The Soviets seek $250 billion in international aid. Mr. Bush is expected to make a cautious contribution, pledging measured help to Soviet President Mikhail Gorbachev based on certain economic and political conditions, including a reduction in Soviet military spending (today roughly one fourth of the USSR's gross national product) and suspended Soviet aid to Cuba.

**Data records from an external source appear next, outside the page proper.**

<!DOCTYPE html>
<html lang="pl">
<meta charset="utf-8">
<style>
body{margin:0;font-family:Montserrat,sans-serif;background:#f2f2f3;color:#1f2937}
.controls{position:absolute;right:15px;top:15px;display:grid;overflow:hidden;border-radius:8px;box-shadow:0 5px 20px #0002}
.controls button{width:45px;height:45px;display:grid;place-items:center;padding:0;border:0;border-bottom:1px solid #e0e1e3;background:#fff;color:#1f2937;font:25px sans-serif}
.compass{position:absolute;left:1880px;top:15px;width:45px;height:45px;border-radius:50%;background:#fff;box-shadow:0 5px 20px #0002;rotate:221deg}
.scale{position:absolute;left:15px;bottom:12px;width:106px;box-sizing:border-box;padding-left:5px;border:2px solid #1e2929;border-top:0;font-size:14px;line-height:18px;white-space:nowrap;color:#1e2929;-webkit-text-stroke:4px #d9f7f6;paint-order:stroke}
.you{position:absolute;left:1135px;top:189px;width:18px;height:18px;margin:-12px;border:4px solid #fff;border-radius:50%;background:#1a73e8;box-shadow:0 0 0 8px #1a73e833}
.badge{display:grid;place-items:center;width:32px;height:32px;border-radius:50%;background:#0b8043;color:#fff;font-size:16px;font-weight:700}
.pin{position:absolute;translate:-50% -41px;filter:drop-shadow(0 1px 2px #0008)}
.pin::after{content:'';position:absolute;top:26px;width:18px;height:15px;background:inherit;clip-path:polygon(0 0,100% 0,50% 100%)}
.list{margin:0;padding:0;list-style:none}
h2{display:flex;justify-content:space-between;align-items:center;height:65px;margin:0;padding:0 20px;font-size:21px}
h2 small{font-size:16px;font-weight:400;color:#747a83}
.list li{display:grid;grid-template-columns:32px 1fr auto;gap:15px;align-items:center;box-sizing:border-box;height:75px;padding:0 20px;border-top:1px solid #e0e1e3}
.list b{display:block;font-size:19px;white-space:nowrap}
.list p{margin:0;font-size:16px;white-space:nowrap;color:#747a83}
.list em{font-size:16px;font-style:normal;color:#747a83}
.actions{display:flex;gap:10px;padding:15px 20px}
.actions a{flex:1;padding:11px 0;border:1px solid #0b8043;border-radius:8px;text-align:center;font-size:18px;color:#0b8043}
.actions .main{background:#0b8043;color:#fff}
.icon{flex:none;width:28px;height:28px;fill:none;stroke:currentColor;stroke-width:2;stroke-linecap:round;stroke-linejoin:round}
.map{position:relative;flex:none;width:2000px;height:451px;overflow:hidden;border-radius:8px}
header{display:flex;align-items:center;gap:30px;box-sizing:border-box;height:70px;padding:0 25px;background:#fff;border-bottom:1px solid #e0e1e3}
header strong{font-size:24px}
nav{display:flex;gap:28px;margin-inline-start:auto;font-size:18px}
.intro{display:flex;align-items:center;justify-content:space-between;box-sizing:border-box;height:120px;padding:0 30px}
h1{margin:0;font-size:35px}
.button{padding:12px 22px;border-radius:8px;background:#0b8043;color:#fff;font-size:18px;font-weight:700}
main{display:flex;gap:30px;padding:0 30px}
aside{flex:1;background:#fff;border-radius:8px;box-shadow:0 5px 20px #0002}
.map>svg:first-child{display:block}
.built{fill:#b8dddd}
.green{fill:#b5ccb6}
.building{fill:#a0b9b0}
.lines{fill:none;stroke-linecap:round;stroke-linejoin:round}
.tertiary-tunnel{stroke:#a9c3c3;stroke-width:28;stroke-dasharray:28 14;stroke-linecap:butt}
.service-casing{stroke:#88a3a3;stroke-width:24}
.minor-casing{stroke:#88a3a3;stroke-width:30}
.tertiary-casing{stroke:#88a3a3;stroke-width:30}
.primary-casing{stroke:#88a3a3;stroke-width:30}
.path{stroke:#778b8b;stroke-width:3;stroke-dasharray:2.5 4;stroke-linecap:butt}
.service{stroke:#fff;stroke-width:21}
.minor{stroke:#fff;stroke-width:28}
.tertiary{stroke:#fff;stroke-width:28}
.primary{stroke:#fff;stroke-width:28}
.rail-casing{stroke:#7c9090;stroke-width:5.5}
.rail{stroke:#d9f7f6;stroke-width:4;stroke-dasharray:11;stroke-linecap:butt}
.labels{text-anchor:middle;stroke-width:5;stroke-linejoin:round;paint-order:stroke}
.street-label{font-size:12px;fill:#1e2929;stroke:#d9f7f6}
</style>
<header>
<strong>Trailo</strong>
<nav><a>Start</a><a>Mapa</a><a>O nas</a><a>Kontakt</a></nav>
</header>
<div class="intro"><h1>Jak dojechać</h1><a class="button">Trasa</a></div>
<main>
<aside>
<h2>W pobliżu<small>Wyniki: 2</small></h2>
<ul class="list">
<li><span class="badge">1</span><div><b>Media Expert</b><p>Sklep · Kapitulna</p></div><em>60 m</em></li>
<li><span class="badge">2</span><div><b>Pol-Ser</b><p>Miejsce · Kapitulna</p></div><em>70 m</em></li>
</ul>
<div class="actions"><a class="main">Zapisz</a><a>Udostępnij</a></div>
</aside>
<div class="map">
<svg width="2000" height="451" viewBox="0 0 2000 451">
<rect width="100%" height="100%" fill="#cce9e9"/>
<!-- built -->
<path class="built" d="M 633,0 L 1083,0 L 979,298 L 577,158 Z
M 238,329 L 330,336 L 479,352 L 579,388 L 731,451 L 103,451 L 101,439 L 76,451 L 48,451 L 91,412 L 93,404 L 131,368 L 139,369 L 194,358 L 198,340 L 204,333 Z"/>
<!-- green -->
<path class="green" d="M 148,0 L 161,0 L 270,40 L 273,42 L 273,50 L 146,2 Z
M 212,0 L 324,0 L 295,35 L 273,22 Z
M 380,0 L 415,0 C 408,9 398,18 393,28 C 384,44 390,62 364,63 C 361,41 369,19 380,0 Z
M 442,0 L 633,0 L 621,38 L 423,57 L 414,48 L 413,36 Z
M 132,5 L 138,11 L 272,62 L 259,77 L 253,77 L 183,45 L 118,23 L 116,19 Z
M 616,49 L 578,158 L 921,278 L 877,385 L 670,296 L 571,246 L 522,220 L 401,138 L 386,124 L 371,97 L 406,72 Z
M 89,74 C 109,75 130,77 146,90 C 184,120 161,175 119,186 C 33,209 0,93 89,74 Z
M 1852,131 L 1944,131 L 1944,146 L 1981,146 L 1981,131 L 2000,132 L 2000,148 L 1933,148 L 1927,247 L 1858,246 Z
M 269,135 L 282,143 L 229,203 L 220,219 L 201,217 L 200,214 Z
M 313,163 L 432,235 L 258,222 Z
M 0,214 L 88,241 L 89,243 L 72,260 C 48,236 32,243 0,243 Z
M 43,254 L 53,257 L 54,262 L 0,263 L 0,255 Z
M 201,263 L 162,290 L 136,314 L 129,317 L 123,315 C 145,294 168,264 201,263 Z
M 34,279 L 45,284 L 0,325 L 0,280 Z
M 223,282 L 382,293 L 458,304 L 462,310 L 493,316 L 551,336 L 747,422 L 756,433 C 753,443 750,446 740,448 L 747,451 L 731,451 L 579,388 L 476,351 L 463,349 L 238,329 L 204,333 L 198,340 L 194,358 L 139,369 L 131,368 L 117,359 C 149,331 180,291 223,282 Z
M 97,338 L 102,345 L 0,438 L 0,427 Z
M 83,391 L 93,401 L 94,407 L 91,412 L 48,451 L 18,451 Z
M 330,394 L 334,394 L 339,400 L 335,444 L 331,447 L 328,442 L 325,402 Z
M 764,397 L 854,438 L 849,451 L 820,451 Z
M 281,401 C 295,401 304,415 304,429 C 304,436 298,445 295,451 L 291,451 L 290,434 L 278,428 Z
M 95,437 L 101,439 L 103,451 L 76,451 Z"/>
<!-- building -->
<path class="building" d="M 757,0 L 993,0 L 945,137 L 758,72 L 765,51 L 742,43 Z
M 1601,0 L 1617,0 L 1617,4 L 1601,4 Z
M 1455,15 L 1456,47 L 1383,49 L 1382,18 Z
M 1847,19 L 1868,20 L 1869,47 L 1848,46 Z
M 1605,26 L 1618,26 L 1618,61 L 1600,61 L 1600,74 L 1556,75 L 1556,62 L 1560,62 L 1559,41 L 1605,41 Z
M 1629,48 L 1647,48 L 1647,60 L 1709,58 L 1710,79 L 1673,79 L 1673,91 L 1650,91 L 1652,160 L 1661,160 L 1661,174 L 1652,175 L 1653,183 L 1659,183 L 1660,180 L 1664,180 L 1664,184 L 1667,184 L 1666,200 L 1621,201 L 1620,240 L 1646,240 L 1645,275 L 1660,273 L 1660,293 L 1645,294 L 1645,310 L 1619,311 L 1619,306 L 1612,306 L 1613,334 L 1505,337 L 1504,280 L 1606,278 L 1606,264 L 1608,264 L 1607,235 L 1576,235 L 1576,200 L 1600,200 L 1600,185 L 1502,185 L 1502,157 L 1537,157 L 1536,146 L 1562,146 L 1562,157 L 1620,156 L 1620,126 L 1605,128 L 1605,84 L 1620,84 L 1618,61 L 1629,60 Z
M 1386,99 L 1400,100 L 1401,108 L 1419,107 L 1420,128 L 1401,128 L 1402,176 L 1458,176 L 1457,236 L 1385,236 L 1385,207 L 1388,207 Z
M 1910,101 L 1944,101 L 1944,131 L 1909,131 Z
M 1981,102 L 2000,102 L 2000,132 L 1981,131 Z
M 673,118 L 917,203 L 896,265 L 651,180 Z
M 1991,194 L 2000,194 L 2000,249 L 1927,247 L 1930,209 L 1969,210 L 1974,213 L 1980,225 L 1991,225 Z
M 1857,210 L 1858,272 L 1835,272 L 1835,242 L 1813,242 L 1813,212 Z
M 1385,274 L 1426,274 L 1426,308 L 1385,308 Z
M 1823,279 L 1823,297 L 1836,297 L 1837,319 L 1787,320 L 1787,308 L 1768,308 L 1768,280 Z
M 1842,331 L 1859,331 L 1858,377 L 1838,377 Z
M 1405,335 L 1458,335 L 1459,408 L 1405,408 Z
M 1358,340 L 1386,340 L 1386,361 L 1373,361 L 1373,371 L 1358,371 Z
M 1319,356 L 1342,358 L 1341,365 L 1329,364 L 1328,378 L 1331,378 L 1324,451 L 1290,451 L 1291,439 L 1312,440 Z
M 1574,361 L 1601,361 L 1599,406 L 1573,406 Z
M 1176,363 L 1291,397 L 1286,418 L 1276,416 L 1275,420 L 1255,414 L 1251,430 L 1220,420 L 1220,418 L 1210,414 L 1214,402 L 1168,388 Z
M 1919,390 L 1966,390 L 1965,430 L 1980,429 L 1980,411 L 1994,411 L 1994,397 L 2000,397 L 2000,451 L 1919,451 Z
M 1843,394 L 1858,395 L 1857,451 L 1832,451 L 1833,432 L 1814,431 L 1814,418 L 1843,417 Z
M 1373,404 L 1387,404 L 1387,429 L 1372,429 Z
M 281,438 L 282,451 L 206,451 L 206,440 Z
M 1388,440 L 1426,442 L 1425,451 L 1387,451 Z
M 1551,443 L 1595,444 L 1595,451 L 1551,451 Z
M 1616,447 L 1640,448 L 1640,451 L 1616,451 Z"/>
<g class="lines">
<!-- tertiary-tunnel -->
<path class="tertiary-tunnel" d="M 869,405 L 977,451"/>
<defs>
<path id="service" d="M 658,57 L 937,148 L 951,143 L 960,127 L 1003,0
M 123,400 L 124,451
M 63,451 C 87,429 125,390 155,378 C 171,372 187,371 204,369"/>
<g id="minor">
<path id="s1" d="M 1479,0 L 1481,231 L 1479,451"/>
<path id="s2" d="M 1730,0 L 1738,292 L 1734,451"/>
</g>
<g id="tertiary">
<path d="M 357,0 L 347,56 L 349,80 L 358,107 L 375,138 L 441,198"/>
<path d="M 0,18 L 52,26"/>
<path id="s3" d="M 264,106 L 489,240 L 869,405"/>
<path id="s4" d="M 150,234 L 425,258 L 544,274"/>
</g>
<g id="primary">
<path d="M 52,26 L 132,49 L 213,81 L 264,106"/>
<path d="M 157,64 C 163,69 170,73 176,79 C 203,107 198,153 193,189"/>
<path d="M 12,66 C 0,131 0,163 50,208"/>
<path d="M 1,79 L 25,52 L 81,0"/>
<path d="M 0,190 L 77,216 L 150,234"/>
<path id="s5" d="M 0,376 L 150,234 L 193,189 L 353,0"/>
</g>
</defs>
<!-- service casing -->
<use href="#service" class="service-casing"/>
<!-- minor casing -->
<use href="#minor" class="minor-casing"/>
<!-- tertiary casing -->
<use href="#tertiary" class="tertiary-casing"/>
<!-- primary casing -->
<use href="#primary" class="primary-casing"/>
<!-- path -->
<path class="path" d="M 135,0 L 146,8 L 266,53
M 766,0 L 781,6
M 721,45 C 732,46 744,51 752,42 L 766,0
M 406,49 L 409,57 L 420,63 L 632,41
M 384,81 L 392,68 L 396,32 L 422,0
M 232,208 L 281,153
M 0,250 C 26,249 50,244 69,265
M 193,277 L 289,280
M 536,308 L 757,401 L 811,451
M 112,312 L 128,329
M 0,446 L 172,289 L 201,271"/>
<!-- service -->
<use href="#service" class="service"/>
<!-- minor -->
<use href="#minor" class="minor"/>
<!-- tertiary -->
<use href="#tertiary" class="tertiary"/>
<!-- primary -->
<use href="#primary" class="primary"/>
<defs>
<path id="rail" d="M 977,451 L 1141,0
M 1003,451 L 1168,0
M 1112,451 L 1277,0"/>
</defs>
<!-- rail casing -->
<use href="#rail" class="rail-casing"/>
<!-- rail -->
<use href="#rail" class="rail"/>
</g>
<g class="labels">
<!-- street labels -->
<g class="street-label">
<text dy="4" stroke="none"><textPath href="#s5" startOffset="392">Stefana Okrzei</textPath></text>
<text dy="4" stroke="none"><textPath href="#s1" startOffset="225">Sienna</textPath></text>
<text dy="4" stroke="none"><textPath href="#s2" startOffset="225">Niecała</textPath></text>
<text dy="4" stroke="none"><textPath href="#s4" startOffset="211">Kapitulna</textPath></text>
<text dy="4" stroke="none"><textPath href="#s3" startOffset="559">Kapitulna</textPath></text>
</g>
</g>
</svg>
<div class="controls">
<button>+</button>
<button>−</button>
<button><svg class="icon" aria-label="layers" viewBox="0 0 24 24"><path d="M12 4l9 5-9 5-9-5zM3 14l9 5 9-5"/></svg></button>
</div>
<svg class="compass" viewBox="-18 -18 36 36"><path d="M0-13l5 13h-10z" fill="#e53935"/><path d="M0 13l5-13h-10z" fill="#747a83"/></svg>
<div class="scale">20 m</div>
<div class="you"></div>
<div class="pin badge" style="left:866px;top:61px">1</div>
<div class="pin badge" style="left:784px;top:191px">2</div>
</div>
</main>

``We're looking at the big picture,'' says one senior administration official, echoing comments from others. ``Sure, we'd like to make all kinds of progress on arms control, we'd like to see harsh policies in the Baltics reversed, and we'd like to see substantial changes economically - an end to the command economy. But we can't afford to wait until all of this is achieved before we respond to desperate pleas for help.'' If the US turns its back, he says, ``the situation there will be just too explosiv e.''

Sol Sanders, author of ``Living off the West: Gorbachev's Secret Agenda and Why It Will Fail,'' says: ``Logically there are no grounds for American aid to the USSR. There's no evidence of a cutback in military spending, and every six months Gorbachev spins off another economist who has an unworkable plan.''

A report recently published by the Central Intelligence Agency estimates that the Soviet GNP will decline by as much as 20 percent this year, with nothing to arrest the free-fall. Gorbachev's chief economic advisers swing from soliciting foreign aid and investment to conspiratorial notions of Western financial interference in Soviet affairs.

Last week, outgoing CIA Director William Webster warned that Gorbachev's vacillation between reformers and conservatives leaves the Soviets with ``no clear game plan'' for the aid. Gorbachev's future, he says, is ``uncertain,'' as is the Kremlin's control over the country's nuclear arsenal.

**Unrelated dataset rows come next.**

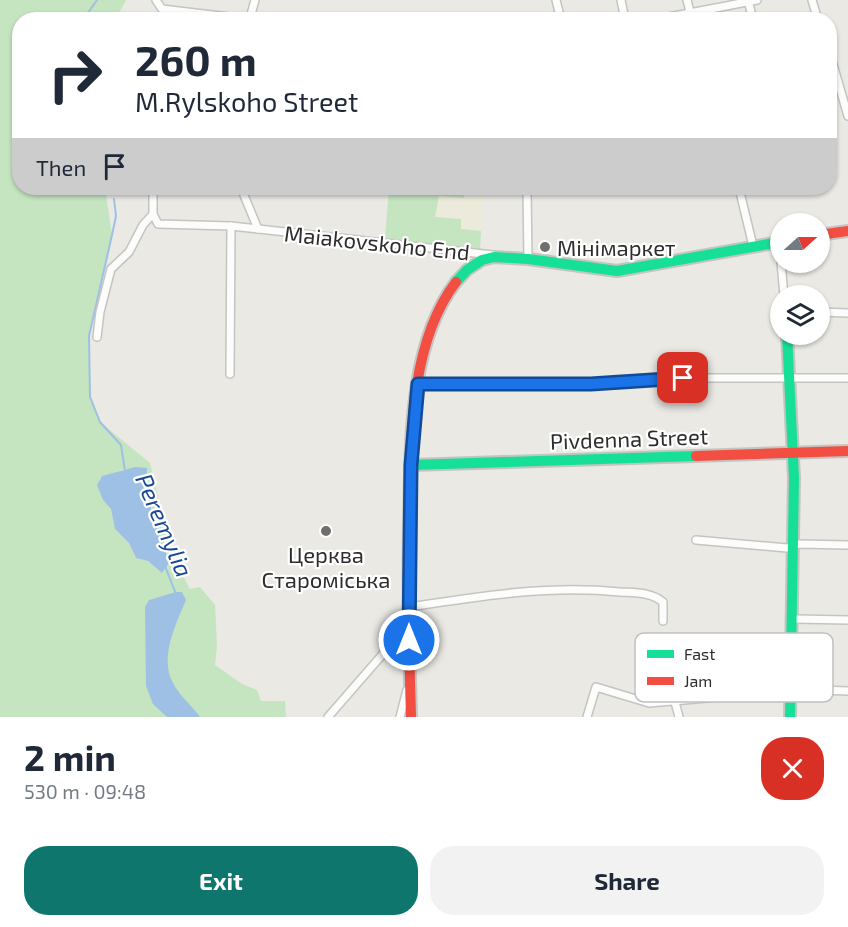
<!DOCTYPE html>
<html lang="en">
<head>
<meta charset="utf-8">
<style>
  body { margin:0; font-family:"Exo 2",sans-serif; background:#f2f2f3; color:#1f2937; height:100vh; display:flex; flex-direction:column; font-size:22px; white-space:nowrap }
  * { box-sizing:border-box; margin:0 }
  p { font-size:20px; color:#747a83 }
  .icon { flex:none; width:33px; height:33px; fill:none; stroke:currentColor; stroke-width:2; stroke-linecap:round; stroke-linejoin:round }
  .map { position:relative; height:717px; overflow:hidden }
  .panel { display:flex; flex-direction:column; background:#fff; flex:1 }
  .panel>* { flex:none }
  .top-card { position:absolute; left:12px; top:12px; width:825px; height:183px; border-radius:24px; box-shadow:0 2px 4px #0004; background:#fff; color:#1f2937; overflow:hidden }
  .needle { width:39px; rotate:69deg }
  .fabs { position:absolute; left:770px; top:213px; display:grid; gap:12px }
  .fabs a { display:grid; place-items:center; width:60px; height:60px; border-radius:50%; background:#fff; box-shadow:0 2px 4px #0004; font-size:30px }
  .pin { position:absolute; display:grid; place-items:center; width:51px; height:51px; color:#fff; margin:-26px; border-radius:12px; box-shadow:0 3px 9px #0006 }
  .me { position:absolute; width:66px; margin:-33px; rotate:0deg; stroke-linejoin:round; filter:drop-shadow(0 0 4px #0008) }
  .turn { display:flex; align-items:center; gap:21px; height:126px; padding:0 24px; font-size:27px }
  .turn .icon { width:78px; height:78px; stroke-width:2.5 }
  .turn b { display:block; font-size:42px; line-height:51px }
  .then { display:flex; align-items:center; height:57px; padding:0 24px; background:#0003; gap:12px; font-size:22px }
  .round { display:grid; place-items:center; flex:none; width:63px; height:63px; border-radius:24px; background:#f2f2f3 }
  .headline { display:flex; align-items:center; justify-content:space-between; height:102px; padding:0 24px }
  h1 { font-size:36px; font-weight:700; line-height:45px }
  .primary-button { display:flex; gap:12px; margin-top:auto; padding:12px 24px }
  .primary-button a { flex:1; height:69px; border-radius:24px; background:#0f766e; color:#fff; font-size:24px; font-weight:700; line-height:69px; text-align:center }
  .primary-button a+a { background:#f2f2f3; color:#1f2937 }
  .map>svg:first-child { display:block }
  .education { fill:#eceada }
  .green { fill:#c5e4c0; fill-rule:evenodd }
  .water { fill:#9ec0e5 }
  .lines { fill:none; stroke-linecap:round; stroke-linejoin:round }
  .stream { stroke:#9ec0e5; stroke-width:2 }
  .street-casing { stroke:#c4c4c3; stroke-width:10 }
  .fast-casing { stroke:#c4c4c3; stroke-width:14 }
  .jam-casing { stroke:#c4c4c3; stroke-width:14 }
  .street { stroke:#fcfcfb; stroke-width:7 }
  .fast { stroke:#16e098; stroke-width:10 }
  .jam { stroke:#f24e42; stroke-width:10 }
  .route-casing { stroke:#114b97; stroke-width:15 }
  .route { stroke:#1a73e8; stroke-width:10 }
  .poi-dot { fill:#6f6f6d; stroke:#fff; stroke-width:2 }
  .labels { text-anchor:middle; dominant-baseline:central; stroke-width:4.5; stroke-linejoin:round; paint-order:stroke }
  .street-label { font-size:22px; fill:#2d2d2d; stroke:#fff }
  .poi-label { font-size:22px; fill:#2d2d2d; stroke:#fff; text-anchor:start }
  .water-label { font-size:24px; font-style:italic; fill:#194995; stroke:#fff }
  .key { fill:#fff; stroke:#c0c0c0; stroke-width:1.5 }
  .key-label { font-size:16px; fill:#2d2d2d }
</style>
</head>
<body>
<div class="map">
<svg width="848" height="717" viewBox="0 0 848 717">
  <rect width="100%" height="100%" fill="#eae9e4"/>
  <path class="education" d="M390,188H484L480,250L385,238Z"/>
  <g class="green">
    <path d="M0,0H126L119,13L110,19L20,20V188H105L112,235L89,336L90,397L100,422L150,463L168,538L166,544L190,589L200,587L215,605L217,646L215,665L242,684L257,690L261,701H285L286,717H0ZM124,469L146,484L151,500L152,519L170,562L162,573L148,561L136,558L129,543L115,529L113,513L99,479Z"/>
    <path d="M389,188H484V191L465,190L464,198L439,196L435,217L461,219V229L481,231L480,250L385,238Z"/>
  </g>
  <g class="water">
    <path d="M135,467L147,468C145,500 157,532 170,562L162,573L148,561L136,558L129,543L115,529L111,509L103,500L97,485L102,476Z"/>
    <path d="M176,592H182L186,600C176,624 159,657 173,683C179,695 192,706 200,717H167L153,704L146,686L145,607L149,600Z"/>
  </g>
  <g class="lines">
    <g class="stream">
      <path d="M83,20L97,0"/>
      <path d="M114,199L116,216L112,235L89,336L90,397L100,422L121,445L125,471"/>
      <path d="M165,566L176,594"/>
    </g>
    <defs>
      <g id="street">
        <path d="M156,0L162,9L254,20"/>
        <path d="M556,0L561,20"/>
        <path d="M621,0L625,20"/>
        <path d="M687,0L692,20"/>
        <path d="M748,0L753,20"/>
        <path d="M812,0L818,20"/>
        <path d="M250,18L255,0"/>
        <path d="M653,20L757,0"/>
        <path d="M830,54L848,116"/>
        <path d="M153,188V214L158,224L231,226L493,255"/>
        <path d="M241,188L258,229"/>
        <path d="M527,188L528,260"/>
        <path d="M739,188L753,246"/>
        <path d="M781,262L784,296"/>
        <path d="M819,312L848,313"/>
        <path d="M97,337L100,312L111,269L129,252L143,225L153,214"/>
        <path d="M230,374L231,226"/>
        <path d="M418,384H591L683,378H848"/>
        <path d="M696,540L787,548L798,544L848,545"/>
        <path d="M409,607C480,596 548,585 620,592C635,593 651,592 663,602V621"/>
        <path d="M795,619L848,620"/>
        <path d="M793,689L848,691"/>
        <path d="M675,702L679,717"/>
        <path d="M328,717L409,624"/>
        <path d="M400,717L407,690"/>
        <path d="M587,717L596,687L649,703L719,697H791"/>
      </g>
      <g id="fast">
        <path d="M456,282L467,270L482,260L494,257L528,259L617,271L780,242"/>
        <path d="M787,334L794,478L790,717"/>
        <path d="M411,465L696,456"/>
      </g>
      <g id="jam">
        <path d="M819,235L848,231"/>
        <path d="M696,456L848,451"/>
        <path d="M411,717C409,653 408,589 409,525C411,449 407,346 456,282"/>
      </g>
    </defs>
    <use href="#street" class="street-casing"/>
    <use href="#fast" class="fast-casing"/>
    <use href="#jam" class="jam-casing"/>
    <use href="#street" class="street"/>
    <use href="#fast" class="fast"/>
    <use href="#jam" class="jam"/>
  </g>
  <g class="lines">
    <defs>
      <path id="route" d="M409,640L411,465L418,384H591L683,378"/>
    </defs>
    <use href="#route" class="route-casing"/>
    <use href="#route" class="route"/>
  </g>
  <g class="poi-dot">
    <circle cx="545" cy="247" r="6"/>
    <circle cx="326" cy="531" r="6"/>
  </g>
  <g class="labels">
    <g class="street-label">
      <text transform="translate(377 242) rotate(6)">Maiakovskoho End</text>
      <text transform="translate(629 438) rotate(-2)">Pivdenna Street</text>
    </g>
    <g class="poi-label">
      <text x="557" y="247">Мінімаркет</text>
      <text x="326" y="554" text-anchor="middle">Церква<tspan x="326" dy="25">Староміська</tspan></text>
    </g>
    <g class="water-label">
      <text transform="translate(165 525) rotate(67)">Peremylia</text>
    </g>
  </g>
  <rect x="635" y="633" width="198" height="69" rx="9" class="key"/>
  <rect x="647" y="650" width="27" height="8" fill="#16e098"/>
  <rect x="647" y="677" width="27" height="8" fill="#f24e42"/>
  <g class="key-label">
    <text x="684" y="660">Fast</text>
    <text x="684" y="687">Jam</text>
  </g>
</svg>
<div class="fabs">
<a><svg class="needle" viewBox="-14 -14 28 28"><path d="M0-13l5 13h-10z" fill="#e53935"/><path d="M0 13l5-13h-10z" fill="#747a83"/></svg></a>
<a><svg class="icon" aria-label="layers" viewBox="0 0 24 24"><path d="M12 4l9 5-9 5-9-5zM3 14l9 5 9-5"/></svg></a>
</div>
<div class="pin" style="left:683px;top:378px;background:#d93025"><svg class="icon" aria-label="arrive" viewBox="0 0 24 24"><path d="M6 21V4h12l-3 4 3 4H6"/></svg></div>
<svg class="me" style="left:409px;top:640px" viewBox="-20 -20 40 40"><circle r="17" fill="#1a73e8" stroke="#fff" stroke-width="3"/><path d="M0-11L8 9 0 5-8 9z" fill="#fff"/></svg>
<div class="top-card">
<div class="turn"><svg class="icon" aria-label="right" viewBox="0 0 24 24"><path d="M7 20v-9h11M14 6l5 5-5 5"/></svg><div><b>260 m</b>M.Rylskoho Street</div></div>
<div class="then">Then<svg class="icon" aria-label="arrive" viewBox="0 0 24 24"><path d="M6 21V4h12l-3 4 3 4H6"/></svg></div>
</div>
</div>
<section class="panel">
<div class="headline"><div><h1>2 min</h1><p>530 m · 09:48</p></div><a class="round" style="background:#d93025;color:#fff"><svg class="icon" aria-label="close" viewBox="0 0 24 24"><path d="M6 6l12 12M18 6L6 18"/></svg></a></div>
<div class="primary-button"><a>Exit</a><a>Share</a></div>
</section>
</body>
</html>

Soviet special envoys, visiting Washington last week to lobby for Western help, raised the issue of nuclear danger during meetings with Bush: If the West fails to aid the Soviet Union, the central government may spin out of control, and nuclear weapons could fall into reactionary hands, they warned.

Perhaps concerned that their demands will be rejected as overwhelming and thus impossible to satisfy, Soviet leaders have refrained from citing exact figures in their country-by-country requests for aid.

But last Friday President Gorbachev's envoys to Washington gave International Monetary Fund officials a clear indication of what they're seeking from worldwide sources: as much as $50 billion a year over the next five years for a successful overhaul of the Soviet economy. Anxious to enlist US financial support, the Soviets have tried to remove obstacles. On Saturday, US Secretary of State James Baker III and Soviet Foreign Minister Alexander Bessmertnykh settled differences over reducing conventional ar ms in Europe and laid the foundation for a US-Soviet summit in Moscow within six weeks. Bush hailed the progress as ``an important step forward in US-Soviet relations.''

Today, Bush will decide whether to extend a six-month waiver of trade restrictions on the Soviet Union, a decision Gorbachev tried to make easier with a recent push for a liberalized emigration policy, endorsed by the Supreme Soviet.

Currently, outside of grain credits extended by the Agriculture Department's Commodity Credit Corporation (the Bush administration is considering Moscow's request for $1.5 billion more), the only vehicle for official US assistance to the Soviets is through the US Export-Import Bank.

Eximbank Chairman John Macomber, whose institution opened a $300 million line of credit to Moscow last winter, says that while debts to foreign suppliers by Soviet enterprises and cooperatives ``are mounting and could go higher,'' Moscow-center ``has not reneged on any public deal.''

The major potential detractor, says Mr. Macomber, is large-scale turmoil in the Soviet Union. US exporter interest far exceeds Eximbank's capacity; all told, US exporters have submitted over $1 billion in preliminary commitments. But the Soviets are reportedly disorganized and very slow in reviewing the transactions. In six months, not one has been finalized.

Eximbank Vice-Chairman Eugene Lawson points to the bank's recent operational shutdown in Yugoslavia, whose ethnically-torn federation is often referred to as a microcosm of the vast ethnic mosaic of the Soviet Union. He says the bank's ``greatest fear'' is an eruption in the Soviet Union on the scale of the civil unrest in Yugoslavia - with banks ceasing to function, foreign currency depleted and political chaos. Nonetheless, Soviet credit-worthiness is not the driving concern for US policymakers, say US officials, the broader, costly prospect of supporting Soviet reforms is.

Bush will likely take that outlook to the July economic summit of the world's leading industrial powers - the US, Britain, Canada, France, Germany, Italy and Japan.